Hrishida took all his meals there with all of us. Sometimes, the stars joined us too.

If anyone got special treatment on the set, it was his favourite Buri.

Hrishida‘s home was filled with dogs, but nobody was dearer than Buri, a grand old lady with cataract eyes.

Whatever he ate, he shared with Buri and occasionally, we’d order noodles, soup or chicken for him because Buri liked them.

He was heartbroken when she died.

A game of chess

Hrishida was a simple, down-to-earth man, always in his kurta-pajama, driving around in a black Fiat which you see in some scenes in Anand.

His family had built him a beautiful bungalow overlooking the sea. He spent most of his time in the ground floor living room where he shot some of his films too.

He lived to make films, acting out every scene for his actors, himself being a brilliant actor.

Nothing else mattered, except chess.

He’d reel off instructions to his cameraman, light men, actors and assistants, while playing chess, moving around the pieces. If you knew chess, you had to play with him and couldn’t leave till he had comprehensively beaten you.

There was one junior artist who was a superb chess player. Whenever we planned our schedules, we would first get his dates because it was imperative to have him on the set.

Hrishida looked after him very well but God forbid, if he beat him, there were allegations of ‘tumne cheating kiya‘ and he’d insist on another game and another, till he won.

When it came to chess, he was like a child with all his sulks, but an endearing one.

One man show

As a film-maker, he was a one-man army.

He had the final word and no one wanted to start without his nod. Even Cinematographer Jaywant Pathare, whom he blindly trusted, would set up the shot and then say, ‘Dada, ek baar dekh lijiye na.’

Ditto his editor, Das Dhaimade and everyone else.

Even his buddy Raj Kapoor would have a special trial of his films for Hrishida, telling him in Bengali that he had done the best he could, now, it was for him to suggest whatever changes were necessary. And blushingly, Hrishida would oblige.

If you worked with Hrishida, you had to know Bangla as he thought and spoke in Bengali. Even his exchange with Gulzar on the dialogues was in Bengali.
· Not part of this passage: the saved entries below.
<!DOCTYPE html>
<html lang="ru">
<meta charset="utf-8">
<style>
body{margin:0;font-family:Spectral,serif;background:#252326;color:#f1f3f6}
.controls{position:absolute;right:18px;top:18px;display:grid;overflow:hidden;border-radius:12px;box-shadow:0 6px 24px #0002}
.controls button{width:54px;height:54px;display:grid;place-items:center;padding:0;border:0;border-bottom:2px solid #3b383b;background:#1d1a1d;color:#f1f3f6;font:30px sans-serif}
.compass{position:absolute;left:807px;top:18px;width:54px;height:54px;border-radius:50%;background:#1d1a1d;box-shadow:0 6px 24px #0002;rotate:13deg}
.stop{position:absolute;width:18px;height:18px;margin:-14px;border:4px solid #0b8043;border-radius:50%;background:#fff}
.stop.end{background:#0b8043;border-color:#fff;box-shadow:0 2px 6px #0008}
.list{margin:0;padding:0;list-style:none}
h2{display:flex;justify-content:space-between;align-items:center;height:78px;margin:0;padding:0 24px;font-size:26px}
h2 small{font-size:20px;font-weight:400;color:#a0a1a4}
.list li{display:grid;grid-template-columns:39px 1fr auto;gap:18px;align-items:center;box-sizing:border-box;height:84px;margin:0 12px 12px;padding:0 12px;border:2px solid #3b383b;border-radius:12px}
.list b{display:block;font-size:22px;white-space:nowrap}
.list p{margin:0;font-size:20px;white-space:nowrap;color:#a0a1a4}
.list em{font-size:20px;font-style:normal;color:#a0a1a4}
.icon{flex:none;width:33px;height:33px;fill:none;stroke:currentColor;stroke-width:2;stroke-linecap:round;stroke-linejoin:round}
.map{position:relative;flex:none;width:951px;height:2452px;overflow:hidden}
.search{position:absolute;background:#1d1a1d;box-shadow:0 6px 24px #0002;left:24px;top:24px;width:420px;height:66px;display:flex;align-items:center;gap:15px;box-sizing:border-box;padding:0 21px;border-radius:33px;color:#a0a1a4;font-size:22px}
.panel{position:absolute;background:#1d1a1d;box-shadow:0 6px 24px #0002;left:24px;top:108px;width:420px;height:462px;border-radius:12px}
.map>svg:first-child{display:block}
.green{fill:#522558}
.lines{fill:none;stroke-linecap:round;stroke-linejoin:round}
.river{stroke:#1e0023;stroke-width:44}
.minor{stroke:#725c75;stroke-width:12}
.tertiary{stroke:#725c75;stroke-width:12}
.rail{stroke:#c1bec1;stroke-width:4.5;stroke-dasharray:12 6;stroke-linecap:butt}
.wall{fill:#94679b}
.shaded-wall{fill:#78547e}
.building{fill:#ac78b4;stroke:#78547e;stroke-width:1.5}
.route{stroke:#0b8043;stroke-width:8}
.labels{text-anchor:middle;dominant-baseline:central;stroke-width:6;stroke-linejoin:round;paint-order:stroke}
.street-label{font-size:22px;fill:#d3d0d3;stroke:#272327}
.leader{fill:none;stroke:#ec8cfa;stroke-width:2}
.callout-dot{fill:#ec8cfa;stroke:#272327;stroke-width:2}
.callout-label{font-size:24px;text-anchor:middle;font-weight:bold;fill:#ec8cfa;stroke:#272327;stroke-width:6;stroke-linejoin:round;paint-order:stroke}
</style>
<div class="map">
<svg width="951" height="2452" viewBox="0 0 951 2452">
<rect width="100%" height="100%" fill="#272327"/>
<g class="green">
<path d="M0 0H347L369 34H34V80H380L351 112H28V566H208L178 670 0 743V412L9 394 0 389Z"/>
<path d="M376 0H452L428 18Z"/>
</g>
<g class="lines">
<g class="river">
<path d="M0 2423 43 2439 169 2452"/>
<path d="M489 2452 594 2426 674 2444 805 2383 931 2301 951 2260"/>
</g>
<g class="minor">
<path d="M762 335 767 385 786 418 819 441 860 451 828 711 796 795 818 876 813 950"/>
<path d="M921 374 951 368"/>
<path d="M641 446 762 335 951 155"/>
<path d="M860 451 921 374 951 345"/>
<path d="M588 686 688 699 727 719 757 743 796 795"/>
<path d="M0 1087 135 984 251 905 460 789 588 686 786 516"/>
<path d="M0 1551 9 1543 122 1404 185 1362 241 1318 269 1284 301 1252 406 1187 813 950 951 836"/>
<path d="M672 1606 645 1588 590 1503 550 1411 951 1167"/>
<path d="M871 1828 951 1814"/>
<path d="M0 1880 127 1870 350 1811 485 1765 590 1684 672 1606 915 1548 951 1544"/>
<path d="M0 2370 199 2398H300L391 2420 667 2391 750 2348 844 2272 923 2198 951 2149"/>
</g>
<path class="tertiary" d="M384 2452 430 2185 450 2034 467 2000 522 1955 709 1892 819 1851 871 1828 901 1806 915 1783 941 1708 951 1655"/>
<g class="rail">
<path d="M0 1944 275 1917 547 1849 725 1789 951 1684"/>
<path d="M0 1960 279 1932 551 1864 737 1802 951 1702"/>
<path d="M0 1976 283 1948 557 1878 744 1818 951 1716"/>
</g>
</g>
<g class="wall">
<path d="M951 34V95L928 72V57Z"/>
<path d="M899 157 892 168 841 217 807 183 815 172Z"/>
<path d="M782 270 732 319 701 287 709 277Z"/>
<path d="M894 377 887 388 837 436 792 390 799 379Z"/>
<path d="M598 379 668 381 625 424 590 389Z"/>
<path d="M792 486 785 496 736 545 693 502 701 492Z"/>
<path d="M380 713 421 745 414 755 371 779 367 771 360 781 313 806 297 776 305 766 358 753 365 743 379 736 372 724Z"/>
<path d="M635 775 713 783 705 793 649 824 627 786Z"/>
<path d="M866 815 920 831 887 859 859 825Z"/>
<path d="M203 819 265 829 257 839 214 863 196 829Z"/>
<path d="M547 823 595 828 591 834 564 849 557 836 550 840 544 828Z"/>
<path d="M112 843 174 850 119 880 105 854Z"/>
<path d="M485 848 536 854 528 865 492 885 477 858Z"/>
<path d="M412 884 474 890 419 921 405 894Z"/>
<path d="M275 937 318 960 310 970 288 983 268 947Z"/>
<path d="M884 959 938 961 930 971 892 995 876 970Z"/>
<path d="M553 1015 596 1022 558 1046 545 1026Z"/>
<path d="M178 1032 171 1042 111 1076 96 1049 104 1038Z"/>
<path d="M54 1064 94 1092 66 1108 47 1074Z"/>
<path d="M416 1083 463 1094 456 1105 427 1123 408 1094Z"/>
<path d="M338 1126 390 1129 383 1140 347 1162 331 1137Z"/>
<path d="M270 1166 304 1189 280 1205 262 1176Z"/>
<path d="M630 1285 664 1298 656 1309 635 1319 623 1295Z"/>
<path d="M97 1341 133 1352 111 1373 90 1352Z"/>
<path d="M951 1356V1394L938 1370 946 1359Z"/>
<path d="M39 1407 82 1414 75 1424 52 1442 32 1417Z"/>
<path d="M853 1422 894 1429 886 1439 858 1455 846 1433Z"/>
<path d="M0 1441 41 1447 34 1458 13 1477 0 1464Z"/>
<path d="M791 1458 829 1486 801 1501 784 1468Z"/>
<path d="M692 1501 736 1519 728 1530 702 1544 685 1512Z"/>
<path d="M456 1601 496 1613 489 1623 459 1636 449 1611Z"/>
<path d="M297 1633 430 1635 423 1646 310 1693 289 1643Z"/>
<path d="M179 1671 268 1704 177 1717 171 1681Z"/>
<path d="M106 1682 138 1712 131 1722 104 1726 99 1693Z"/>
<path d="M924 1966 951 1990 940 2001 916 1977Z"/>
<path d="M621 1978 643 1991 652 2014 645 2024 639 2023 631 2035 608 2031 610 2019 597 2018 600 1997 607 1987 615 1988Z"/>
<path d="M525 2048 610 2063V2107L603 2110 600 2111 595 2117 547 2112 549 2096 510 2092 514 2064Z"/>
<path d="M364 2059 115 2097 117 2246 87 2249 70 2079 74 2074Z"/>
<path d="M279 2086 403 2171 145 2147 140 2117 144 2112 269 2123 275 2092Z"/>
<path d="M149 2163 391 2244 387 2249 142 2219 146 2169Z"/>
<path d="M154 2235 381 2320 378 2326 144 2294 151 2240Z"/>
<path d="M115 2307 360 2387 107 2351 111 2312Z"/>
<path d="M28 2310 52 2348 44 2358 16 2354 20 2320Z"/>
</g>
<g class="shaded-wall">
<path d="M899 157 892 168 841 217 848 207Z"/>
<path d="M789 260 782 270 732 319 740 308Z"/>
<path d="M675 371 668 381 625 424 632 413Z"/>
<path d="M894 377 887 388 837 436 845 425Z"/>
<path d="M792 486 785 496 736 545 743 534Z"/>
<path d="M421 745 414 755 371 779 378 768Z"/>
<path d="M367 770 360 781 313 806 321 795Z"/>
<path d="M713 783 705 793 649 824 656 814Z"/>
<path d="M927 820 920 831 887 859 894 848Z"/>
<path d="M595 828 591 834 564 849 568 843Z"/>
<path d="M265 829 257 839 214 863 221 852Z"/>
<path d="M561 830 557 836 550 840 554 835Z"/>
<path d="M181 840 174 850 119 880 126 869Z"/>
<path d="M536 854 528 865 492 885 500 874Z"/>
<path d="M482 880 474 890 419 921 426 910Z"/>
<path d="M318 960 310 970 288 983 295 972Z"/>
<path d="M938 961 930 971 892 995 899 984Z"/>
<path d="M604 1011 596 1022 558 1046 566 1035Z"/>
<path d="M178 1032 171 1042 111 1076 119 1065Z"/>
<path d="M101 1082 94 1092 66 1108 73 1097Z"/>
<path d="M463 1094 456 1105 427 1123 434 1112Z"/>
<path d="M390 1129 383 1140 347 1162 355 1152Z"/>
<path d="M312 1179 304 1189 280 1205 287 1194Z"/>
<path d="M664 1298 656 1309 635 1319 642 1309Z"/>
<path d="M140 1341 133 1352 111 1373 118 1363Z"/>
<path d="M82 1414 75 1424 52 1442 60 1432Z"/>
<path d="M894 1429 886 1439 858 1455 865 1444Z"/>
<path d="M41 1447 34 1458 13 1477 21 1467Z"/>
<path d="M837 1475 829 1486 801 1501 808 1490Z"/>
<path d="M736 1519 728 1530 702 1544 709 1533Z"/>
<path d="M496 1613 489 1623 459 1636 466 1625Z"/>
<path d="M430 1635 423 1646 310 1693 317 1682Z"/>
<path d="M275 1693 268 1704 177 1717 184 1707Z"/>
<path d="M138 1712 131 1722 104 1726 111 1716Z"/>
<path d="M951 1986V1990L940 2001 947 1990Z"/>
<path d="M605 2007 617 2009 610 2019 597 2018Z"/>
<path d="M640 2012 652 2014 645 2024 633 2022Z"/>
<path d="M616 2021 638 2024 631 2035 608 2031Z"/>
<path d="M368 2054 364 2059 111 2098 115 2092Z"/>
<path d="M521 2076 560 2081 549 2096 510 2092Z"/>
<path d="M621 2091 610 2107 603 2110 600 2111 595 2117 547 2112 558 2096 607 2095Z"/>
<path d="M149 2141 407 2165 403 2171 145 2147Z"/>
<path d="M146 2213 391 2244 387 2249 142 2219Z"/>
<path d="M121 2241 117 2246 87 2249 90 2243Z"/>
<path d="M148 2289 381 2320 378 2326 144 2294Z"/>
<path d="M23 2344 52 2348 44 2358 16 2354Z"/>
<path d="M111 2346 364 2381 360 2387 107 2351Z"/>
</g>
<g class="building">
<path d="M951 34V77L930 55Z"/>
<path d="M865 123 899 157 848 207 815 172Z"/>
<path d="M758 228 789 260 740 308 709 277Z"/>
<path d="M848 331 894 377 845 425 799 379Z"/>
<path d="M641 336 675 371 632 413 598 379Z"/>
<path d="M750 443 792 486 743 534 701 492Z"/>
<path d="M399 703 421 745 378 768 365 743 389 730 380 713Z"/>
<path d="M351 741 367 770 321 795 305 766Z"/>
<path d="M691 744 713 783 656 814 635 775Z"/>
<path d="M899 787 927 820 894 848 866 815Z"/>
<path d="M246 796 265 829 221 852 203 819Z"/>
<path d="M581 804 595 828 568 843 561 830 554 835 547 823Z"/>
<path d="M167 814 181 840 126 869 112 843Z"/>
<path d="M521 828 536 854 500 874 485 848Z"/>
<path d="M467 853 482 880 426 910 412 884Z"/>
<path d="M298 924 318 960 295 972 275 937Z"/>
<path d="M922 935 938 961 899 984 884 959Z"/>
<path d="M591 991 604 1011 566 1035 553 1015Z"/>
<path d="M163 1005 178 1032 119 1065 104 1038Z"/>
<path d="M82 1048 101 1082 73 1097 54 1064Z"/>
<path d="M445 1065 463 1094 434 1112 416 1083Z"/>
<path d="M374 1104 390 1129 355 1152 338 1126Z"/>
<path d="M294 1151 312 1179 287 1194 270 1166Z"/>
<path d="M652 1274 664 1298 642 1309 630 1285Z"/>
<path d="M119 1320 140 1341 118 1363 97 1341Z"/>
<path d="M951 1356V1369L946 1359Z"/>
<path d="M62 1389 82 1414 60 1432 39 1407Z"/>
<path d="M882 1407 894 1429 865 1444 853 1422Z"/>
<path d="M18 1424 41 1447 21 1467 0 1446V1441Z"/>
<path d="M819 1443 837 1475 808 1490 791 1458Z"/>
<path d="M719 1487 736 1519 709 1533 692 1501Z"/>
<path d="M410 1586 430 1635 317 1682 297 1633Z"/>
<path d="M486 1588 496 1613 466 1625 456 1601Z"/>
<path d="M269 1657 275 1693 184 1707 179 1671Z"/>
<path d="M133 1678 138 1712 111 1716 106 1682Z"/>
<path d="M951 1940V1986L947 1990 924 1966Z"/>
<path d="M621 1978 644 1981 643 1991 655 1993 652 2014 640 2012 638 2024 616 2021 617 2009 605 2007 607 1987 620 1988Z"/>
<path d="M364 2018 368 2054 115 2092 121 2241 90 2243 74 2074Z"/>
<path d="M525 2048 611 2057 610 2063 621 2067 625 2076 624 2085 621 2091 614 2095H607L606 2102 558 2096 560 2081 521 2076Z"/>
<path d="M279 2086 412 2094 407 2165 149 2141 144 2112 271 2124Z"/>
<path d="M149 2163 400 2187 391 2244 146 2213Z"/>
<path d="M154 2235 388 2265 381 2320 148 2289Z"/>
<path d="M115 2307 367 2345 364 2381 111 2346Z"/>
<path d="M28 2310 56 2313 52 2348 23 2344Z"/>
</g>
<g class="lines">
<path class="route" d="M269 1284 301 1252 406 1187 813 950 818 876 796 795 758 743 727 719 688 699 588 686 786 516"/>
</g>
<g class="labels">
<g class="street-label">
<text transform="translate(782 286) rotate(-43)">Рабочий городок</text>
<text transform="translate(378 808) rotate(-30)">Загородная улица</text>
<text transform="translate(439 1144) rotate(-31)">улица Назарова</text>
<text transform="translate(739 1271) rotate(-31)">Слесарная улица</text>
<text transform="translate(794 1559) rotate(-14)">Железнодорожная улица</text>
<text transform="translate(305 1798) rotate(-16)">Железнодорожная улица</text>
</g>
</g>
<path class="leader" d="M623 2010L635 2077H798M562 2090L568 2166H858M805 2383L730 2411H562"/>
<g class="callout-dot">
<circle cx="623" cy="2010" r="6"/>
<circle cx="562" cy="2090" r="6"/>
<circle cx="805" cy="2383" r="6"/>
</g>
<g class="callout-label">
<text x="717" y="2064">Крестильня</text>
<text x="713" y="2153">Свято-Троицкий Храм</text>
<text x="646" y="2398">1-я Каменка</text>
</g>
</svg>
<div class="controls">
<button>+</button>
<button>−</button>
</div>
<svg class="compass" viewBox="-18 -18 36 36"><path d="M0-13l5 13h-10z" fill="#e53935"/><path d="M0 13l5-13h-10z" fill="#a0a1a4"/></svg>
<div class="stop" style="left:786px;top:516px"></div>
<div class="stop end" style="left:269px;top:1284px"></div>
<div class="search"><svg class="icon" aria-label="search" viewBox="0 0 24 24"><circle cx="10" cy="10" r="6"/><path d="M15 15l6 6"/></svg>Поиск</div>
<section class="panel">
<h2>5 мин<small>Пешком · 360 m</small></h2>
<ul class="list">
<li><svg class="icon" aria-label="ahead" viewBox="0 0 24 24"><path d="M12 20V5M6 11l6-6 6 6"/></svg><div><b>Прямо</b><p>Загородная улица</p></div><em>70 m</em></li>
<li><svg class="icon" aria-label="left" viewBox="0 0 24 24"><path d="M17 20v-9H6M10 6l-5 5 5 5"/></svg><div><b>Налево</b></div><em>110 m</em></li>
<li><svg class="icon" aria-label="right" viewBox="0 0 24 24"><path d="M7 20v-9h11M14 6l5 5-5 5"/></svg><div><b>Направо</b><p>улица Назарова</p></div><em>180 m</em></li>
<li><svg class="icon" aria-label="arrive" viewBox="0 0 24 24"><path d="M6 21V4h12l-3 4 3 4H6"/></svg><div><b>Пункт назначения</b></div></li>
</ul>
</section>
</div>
I surprised everyone by learning the language in 15 days. I still speak Bangla with singers like Kumar Sanu, Abhijeet and Sapna Mukherjee.

Jaya also only speaks in Bengali to me.

I found myself a Bengali tutor in Utpal Dutt. He was otherwise an Englishman, but taught me some colloquial phrases.

It’s a painful coincidence that I lost both my father and Hrishida, who was like a father figure on the same day, August 27, 30 years apart.

Papa died suddenly in the US where we had gone for a concert.

After his untimely demise, I had to turn away from my dream of becoming a director and take up singing as a full-time profession as that was what I knew best.

My elder sister was married, but the responsibility of my mother and three younger siblings, who were still studying, fell on me.

Raj uncle and Hrishida really supported me.

I was still assisting him, but a lot had changed.

If I had a show in the evening, I could just take off.

‘I know you have to make a living,’ he would say.

I joined Hrishida when I was 17.

Today, I am 71, and still miss both papa and him so much. He left me with a lifetime of memories.